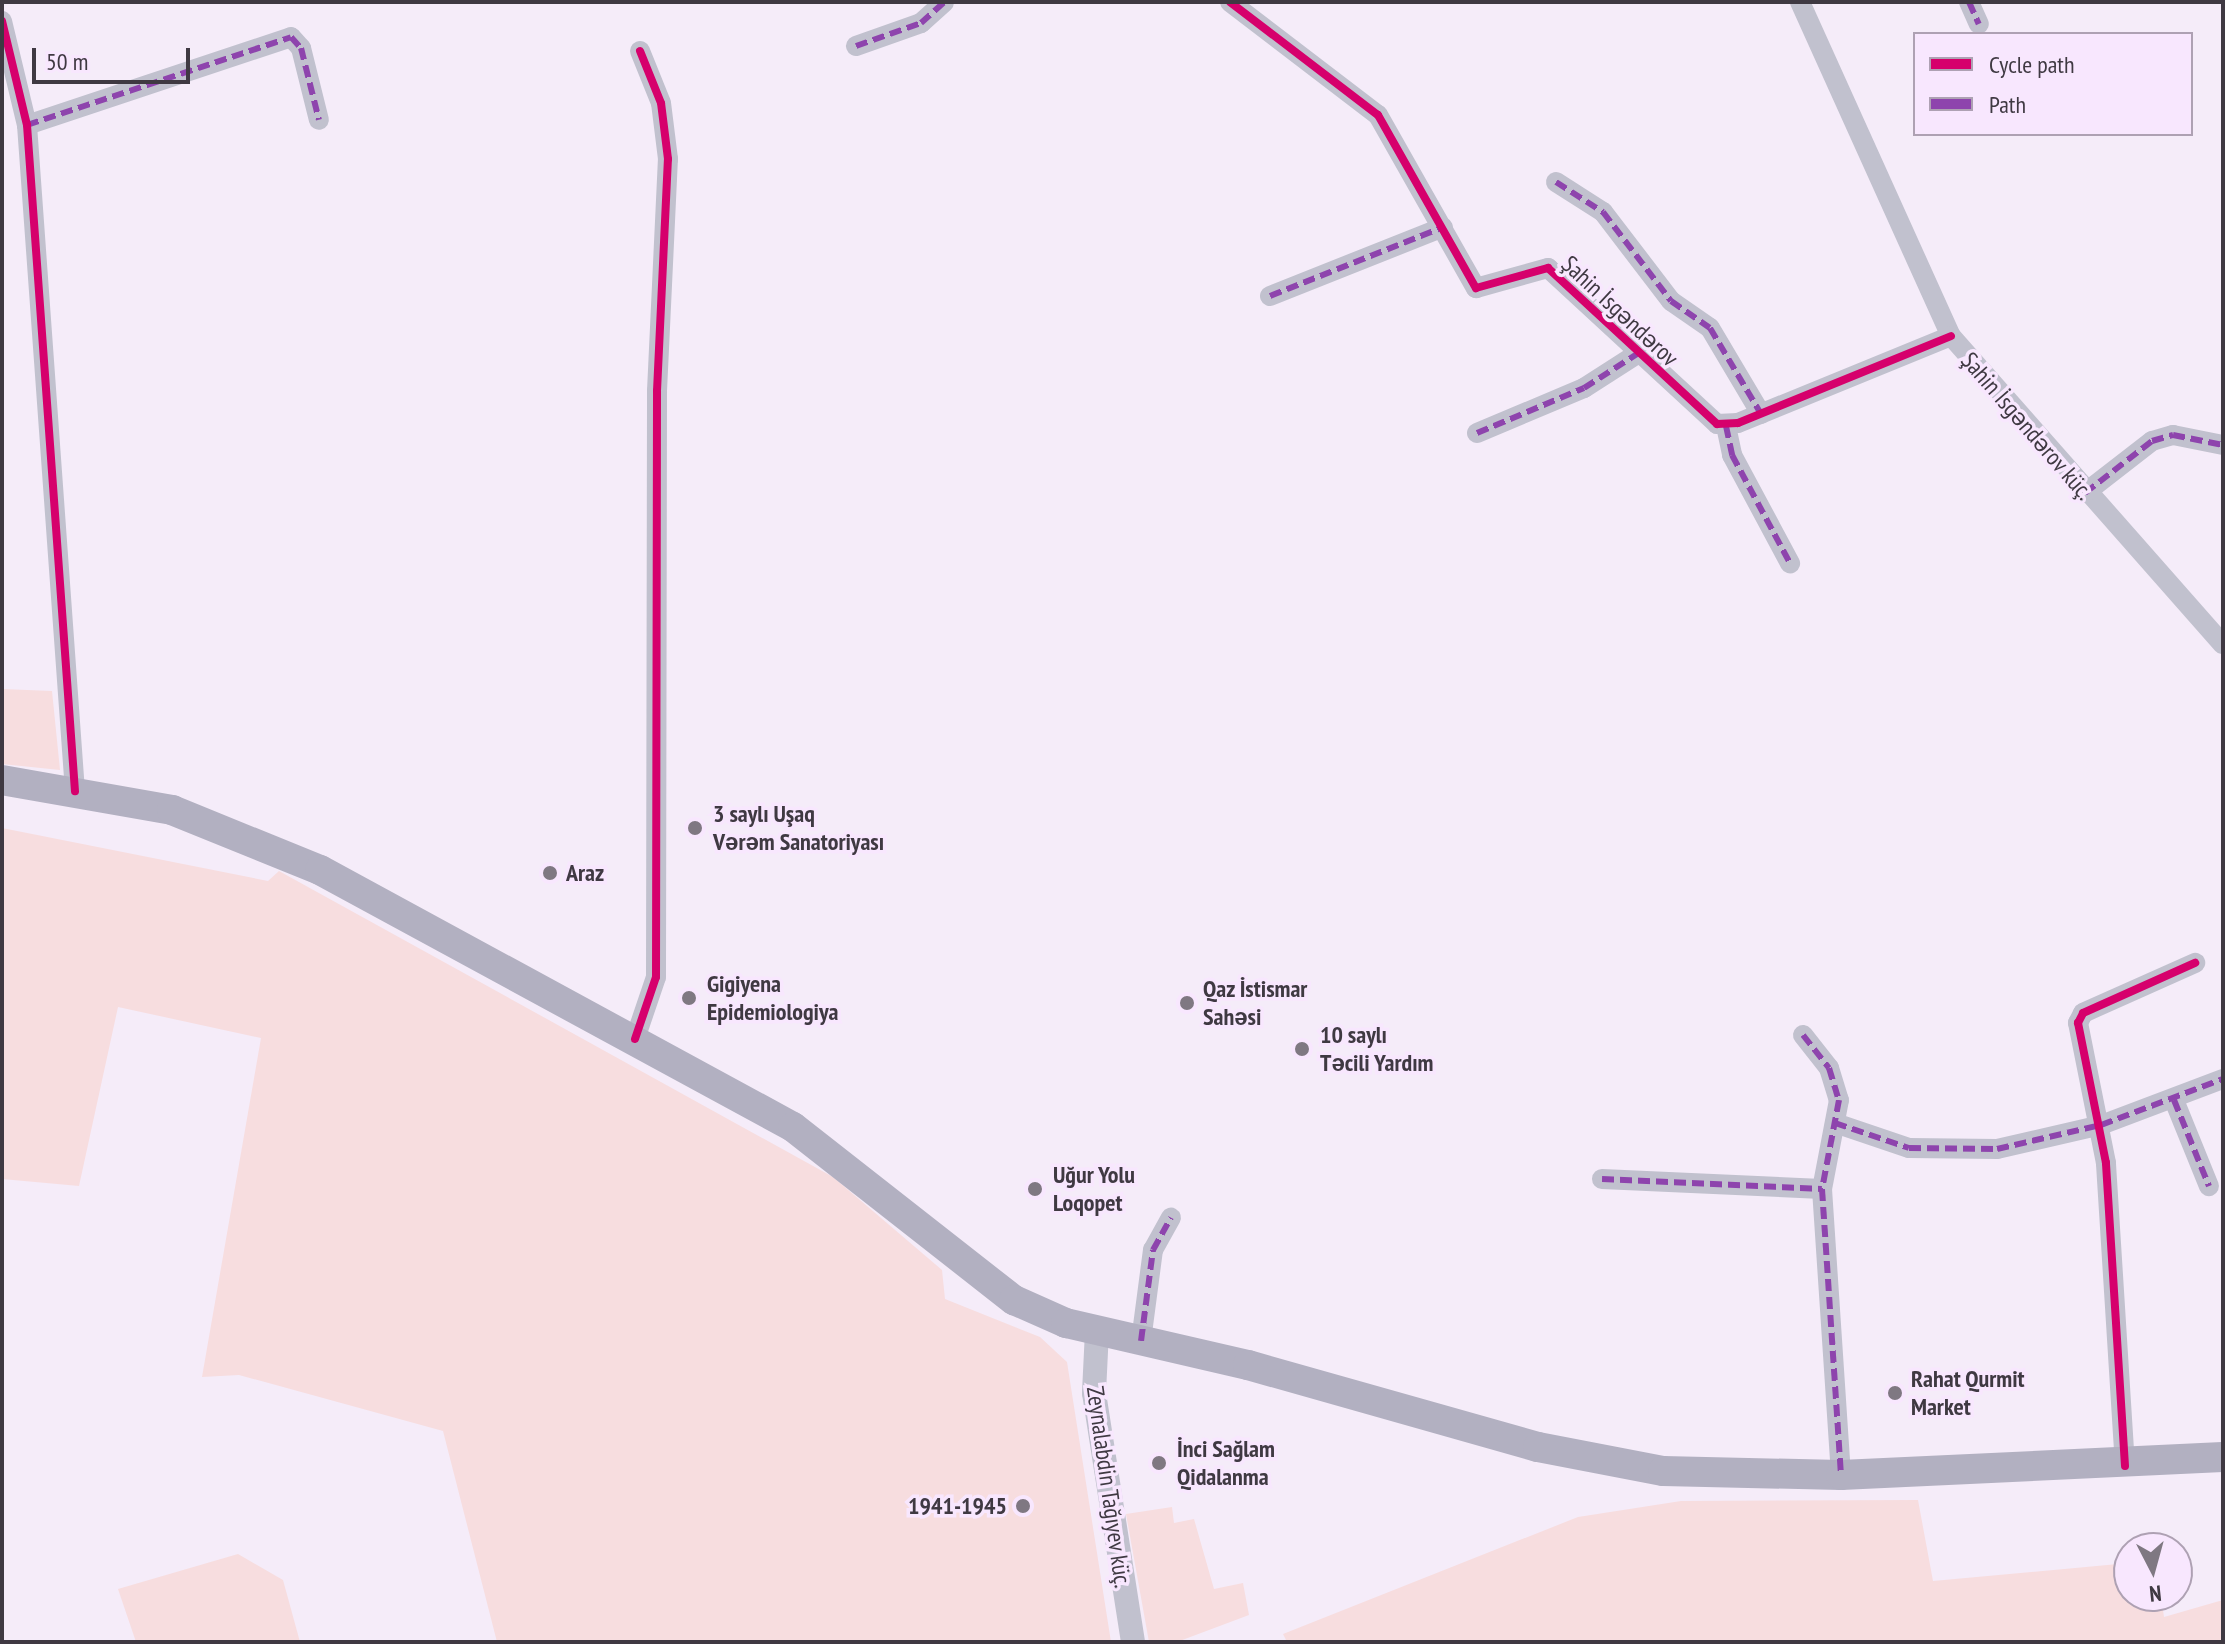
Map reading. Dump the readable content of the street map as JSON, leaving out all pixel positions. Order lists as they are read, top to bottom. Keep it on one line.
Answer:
{"streets":{"street":["Şahin İsgəndərov","Şahin İsgəndərov küç.","Zeynalabdin Tağıyev küç."]},"places":["3 saylı Uşaq Vərəm Sanatoriyası","Araz","Gigiyena Epidemiologiya","Qaz İstismar Sahəsi","10 saylı Təcili Yardım","Uğur Yolu Loqopet","Rahat Qurmit Market","İnci Sağlam Qidalanma","1941-1945"],"legend":["Cycle path","Path"],"scale_bar":"50 m","north":"bottom"}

## Task directions
Without the pictures, copy the material exactly as given.

## Solution for this exercise
Map reading. Dump the readable content of the street map as JSON, leaving out all pixel positions. Order lists as they are read, top to bottom. Keep it on one line.
Answer:
{"streets":{"street":["Şahin İsgəndərov","Şahin İsgəndərov küç.","Zeynalabdin Tağıyev küç."]},"places":["3 saylı Uşaq Vərəm Sanatoriyası","Araz","Gigiyena Epidemiologiya","Qaz İstismar Sahəsi","10 saylı Təcili Yardım","Uğur Yolu Loqopet","Rahat Qurmit Market","İnci Sağlam Qidalanma","1941-1945"],"legend":["Cycle path","Path"],"scale_bar":"50 m","north":"bottom"}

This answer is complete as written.